Sì, il WLAN deve coprire in modo stabile l’intera superficie del prato. I modelli utilizzano la connessione per i dati di correzione supportati da satellite e per l’installazione virtuale. Controllate quindi in particolare le zone perimetrali, le aree dietro la casa, i ripostigli da giardino, le siepi e le zone degli alberi.
AI-Vision sostituisce tutte le zone vietate?
No, le aree di pericolo permanenti dovrebbero continuare a essere allestite come zone di esclusione o messe in sicurezza in modo strutturale. La Vision può aiutare con palloni, giocattoli o ostacoli temporanei. Stagni, aiuole, bordi, ghiaia e passaggi problematici restano un caso da gestire con una pianificazione accurata delle mappe.
Il 312V è solo un 308V con un’indicazione di superficie maggiore?
No, il 312V offre soprattutto più tempo di funzionamento giornaliero e quindi più margine per aree più grandi o più complesse. Entrambi utilizzano lo stesso principio di base fatto di confine virtuale, navigazione satellitare e AI Vision. Il 312V è sensato quando zone, manovre in retromarcia e finestre di taglio brevi rendono più compatto il ritmo della giornata.
308V e 312V funzionano sotto gli alberi?
Sì, la Vision può supportare un segnale satellitare temporaneamente debole, a condizione che il robot riconosca l’erba. Tuttavia, con chiome molto fitte o molte aree strette e in ombra, l’area resta impegnativa. Prima dell’acquisto, proprio questa parte del giardino dovrebbe essere verificata separatamente.
Ogni quanto vanno cambiate le lame?
Effettuate la sostituzione in base all’aspetto del taglio e allo stato, non in modo generico in base a un numero di giorni del calendario. Le punte sfilacciate, le estremità grigie, il taglio scadente o le lame che scorrono con difficoltà sono segnali di controllo chiari. Sabbia, rametti e tempi di taglio prolungati riducono sensibilmente la durata.
Conclusione: per chi valgono la pena Husqvarna Automower 308V e 312V?
Il Husqvarna Automower 308V è adatto a giardini più piccoli e medi, ben strutturati, quando il WLAN arriva fino all’angolo più remoto del prato e l’area non include troppe zone che richiedono tempo. Il 312V è la scelta migliore quando si sommano più metri quadrati, più aree di lavoro, percorsi più lunghi o tempi di taglio limitati. Il suo punto di forza non è un’altra Vision Camera, ma più margine operativo.

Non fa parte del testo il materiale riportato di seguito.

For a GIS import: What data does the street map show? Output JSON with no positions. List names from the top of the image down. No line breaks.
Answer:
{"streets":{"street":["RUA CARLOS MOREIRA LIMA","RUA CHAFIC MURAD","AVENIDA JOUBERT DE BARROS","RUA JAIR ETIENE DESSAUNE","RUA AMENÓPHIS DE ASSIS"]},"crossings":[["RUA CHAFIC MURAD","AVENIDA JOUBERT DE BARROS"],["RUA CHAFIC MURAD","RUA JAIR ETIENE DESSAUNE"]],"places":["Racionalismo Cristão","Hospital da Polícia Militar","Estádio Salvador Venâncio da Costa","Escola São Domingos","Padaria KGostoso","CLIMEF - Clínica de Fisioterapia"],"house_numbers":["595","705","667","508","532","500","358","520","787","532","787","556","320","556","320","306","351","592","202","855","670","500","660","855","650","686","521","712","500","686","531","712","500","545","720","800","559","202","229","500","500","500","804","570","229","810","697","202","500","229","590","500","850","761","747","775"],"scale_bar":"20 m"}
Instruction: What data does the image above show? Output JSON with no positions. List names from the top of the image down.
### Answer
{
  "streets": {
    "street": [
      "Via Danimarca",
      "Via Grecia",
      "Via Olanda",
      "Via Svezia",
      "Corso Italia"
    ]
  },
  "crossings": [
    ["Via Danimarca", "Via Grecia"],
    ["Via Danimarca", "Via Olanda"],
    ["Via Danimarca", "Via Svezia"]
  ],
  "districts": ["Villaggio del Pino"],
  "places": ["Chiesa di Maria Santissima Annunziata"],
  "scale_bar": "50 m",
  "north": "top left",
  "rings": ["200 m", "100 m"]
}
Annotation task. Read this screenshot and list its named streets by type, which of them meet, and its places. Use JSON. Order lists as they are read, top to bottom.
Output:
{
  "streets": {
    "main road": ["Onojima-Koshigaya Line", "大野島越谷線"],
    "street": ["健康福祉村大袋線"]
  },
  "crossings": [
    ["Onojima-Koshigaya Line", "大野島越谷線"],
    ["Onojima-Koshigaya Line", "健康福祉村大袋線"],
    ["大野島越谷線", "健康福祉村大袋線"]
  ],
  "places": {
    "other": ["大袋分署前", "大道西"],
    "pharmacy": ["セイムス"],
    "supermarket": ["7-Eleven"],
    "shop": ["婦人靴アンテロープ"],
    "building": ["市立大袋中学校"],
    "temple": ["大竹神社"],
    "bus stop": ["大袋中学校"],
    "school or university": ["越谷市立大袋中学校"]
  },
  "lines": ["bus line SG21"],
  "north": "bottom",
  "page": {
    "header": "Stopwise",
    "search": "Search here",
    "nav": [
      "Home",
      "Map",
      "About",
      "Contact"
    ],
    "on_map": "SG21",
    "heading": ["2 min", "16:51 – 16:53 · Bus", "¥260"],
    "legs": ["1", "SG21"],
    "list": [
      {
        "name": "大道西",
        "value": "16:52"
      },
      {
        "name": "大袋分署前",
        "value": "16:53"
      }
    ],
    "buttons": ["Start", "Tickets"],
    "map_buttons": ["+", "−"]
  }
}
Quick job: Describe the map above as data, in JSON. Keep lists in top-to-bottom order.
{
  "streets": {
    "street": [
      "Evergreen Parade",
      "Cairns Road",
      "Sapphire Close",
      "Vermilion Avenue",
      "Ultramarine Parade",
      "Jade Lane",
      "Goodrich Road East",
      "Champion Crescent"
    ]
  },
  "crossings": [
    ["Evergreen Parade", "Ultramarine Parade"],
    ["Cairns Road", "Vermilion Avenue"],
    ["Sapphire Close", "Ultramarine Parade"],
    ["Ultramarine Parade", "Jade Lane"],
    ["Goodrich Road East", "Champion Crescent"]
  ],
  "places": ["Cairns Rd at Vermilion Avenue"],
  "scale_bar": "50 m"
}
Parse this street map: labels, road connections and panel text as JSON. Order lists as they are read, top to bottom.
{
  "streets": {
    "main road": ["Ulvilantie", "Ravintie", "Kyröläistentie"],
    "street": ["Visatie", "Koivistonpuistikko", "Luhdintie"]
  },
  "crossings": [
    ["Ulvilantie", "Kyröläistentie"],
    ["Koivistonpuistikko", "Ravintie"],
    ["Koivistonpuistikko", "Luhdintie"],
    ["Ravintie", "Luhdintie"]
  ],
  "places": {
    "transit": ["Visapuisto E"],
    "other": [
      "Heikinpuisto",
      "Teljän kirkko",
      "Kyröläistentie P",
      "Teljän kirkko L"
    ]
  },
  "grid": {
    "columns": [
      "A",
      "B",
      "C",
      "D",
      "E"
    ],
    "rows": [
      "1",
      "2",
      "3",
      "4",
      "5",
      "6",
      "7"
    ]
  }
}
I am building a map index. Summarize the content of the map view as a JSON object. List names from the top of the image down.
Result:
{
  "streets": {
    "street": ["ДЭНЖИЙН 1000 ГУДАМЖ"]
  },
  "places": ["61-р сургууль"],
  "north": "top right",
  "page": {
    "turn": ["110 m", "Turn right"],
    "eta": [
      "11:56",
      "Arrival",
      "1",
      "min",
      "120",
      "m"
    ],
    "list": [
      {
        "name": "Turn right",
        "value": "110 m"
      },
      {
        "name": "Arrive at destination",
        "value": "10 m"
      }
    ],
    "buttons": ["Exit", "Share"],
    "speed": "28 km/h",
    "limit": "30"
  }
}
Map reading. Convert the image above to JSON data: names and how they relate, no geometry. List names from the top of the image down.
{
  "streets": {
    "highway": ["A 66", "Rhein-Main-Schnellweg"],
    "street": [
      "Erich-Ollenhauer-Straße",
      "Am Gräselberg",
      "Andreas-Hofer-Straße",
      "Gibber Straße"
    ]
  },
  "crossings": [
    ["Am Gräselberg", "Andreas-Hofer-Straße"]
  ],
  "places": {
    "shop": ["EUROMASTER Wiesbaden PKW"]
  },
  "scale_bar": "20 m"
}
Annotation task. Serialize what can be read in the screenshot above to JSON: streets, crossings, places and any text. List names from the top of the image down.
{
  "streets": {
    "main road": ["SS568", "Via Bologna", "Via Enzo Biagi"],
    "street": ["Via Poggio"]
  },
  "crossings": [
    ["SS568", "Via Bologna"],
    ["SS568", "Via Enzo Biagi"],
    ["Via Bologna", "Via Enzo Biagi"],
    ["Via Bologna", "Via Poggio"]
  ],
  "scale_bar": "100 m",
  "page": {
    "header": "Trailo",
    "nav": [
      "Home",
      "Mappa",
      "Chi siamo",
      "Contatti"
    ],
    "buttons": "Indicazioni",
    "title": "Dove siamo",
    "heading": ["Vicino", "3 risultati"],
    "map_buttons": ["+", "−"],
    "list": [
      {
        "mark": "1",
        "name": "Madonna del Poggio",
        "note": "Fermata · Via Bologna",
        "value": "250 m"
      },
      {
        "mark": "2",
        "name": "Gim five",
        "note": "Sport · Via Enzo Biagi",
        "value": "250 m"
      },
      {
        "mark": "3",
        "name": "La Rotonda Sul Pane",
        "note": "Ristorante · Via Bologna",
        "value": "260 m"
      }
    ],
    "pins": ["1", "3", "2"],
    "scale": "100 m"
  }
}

La nuova AI-Vision è pratica perché riconosce gli oggetti di grandi dimensioni, riduce le collisioni e può supportare anche con un segnale satellitare più debole. Tuttavia, non è una garanzia che ogni ramo, ogni ciuffo di erbacce e ogni zona d’ombra vengano gestiti senza reazioni errate. Le molte segnalazioni degli utenti finora sono positive, ma allo stesso tempo le esperienze con modelli Vision affini mostrano che piccoli ostacoli naturali possono portare a manovre di evitamento più caute.
Chi, prima dell’acquisto, verifica in modo onesto WLAN, zone alberate, passaggi stretti, spazio per la stazione di ricarica e la mappatura, ottiene con 308V o 312V un sistema moderno senza cavi con un supporto della telecamera sensato. Chi invece desidera rinunciare a un WLAN senza interruzioni, all’ordine del giardino e a una manutenzione regolare delle lame, non sarà soddisfatto a lungo nemmeno con l’AI-Vision.